Before going into the description, I categorize below the common ways people act to deal with their emotions. Note that the categories usually happen in combination. After that, I share with you the way I have in mind, and finally I provide an example from my personal experience.

Distraction through External Means
We should all be familiar with this category, whether we know someone or we have done it ourselves. Things like drugs, alcohol, gambling, sex, or even food/chocolate… People use these external means to block out the mind and to numb the senses in order to avoid truly feeling emotions. It becomes abuse because the effect of is only temporary, which means they will have to do them incessantly to keep the effect.

Dramatization
This is another way for people to distract themselves from the real emotions, by blowing it out of proportion. “The end is here!” “Everyone hates me!” Is that really true? I doubt it. While the person focuses on those dramaticized thoughts, he does not have to deal with the emotions, and hence, another form of distraction.

Being in Denial
Somewhere in the continuum of human race, the notion that people should not have negative emotions was thought up. The ones who believe this notion refuses to acknowledge the fact when they are feeling emotion such as anger, hatred, jealousy, etc. Those are label as “bad”. It’s not right to have them. And they will relentlessly ignore them and probably claim that everything’s fine and they are happy, optimistic, kind, etc.

Obsession with the Emotion
This is the scenario where the person allows the emotion to completely take over. He loses self-control and most of his logical ability. He fixates on the emotion so much so that all his actions are purely as a result of that emotion. It is very difficult to talk sense into such people but easier to just try to calm them down first, even if just physically.

Substitution
Instead of feeling disappointed, people switch to anger. Instead of feeling sadness, people switch to anger. Instead of feeling love, people switch to hatred, at the end of relationships. It’s like playing musical chair with emotions.

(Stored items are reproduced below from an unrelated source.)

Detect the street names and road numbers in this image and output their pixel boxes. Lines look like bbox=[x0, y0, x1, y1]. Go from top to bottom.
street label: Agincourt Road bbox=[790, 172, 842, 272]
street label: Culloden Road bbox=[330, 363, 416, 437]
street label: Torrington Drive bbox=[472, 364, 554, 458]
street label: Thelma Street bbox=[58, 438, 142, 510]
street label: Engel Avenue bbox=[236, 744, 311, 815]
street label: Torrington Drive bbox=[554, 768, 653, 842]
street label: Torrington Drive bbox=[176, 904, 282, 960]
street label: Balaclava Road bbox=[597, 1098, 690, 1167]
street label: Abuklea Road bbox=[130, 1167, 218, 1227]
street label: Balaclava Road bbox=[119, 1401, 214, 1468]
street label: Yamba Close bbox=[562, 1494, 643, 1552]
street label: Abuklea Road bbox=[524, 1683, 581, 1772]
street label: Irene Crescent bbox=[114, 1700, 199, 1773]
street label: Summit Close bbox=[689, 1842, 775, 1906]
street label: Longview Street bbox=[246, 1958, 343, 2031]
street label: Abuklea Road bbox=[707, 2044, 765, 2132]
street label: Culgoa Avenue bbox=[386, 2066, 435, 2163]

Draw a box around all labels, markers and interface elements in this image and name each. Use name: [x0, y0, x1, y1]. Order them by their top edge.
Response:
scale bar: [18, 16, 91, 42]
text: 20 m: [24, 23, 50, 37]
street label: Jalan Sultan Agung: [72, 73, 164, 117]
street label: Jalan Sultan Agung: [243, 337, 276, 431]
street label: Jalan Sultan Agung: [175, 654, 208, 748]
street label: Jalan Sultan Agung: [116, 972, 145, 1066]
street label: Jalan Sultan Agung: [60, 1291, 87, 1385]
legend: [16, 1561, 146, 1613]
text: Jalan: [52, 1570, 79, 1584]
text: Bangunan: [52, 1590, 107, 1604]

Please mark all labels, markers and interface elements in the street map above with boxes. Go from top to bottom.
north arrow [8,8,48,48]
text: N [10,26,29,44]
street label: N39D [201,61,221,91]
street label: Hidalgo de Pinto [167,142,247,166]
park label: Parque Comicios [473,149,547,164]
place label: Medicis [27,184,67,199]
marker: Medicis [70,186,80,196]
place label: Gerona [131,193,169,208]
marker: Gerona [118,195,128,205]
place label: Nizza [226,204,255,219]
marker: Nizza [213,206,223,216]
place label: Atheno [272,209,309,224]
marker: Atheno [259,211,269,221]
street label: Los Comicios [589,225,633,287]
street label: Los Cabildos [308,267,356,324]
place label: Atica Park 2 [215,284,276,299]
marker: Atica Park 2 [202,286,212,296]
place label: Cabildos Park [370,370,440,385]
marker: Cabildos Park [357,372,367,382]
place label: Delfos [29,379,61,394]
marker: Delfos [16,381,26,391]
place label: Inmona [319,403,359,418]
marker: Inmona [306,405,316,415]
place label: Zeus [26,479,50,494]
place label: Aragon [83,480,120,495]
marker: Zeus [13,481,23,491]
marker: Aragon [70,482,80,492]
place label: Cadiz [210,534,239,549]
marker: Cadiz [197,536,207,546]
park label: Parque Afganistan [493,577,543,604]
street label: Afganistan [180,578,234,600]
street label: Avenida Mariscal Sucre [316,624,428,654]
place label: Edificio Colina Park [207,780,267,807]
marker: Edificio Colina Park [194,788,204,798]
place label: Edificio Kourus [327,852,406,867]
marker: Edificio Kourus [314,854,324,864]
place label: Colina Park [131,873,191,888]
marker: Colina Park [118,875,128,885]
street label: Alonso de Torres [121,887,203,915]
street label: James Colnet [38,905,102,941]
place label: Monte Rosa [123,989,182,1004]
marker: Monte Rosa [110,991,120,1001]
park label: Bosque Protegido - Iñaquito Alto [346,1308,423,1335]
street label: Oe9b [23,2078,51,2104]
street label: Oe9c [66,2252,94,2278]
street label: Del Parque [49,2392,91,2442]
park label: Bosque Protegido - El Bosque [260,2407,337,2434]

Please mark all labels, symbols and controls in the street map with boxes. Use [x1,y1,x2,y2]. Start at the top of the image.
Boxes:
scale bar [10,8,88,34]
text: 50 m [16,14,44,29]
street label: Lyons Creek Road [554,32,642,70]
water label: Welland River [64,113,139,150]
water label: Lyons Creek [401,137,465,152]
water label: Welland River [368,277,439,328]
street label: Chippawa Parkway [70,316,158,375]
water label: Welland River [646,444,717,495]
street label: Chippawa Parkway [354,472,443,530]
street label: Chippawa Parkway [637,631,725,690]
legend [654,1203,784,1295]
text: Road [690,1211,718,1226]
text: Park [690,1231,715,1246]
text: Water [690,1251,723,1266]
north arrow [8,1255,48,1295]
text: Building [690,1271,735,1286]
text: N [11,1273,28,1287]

When people react to their emotions in terms of the categories above, more negativity and harm are generated. My hypothesis on why people have so many problems due to emotions lies in the fact that they never deal with the emotions at the root when they happen. They do not fully experience their emotions, especially the negative ones. Therefore, they keep accumulating and eventually lead to detrimental effect, which can take years to happen and then years to resolve. It is similar to how people handle their physical body. They often do not maintain the body where they do not exercise and not have balanced diet until illness occurs, but this is another topic. Moving on to what I think people can do to deal with emotions.

Be Okay with Emotions
The first and foremost thing to understand is that it is okay to have emotions. Any types of emotion. Human beings are emotional creatures. It is part of being humans. You feel emotions. I feel emotions. Every single day. Lots of time during a day. As long as we are still breathing, emotions will happen. So it is okay to feel sadness, jealousy, hatred, anger, disappointment, frustration… Just as it is okay to feel happy, satisfied, excitement, passion, love… You need to understand that they are your emotions. Your emotions are not you. It is a big step if you can simply be aware that you have the emotions when you do. You want to fully feel your emotions as they happen.

Identify the Thoughts
Now that you know it is okay to feel emotions. You can be more comfortable with them. When you are sad, you feel sad. Just as when you are happy, you feel happy. This is about simply being with your emotions. When you are okay with having emotions, you can be aware of them. Once you are aware of what you are feeling, you can begin to understand what are the thoughts associated with it. Why do I feel sad? Why do I feel anger? The answers to those questions are our thoughts, which are the true culprits of the pain those emotions are causing you. These thoughts exist together with your emotions. Emotions are created from thoughts. And more thoughts can intensify emotions. Now that you know you have these thoughts, know that it is also okay for thoughts to exist also.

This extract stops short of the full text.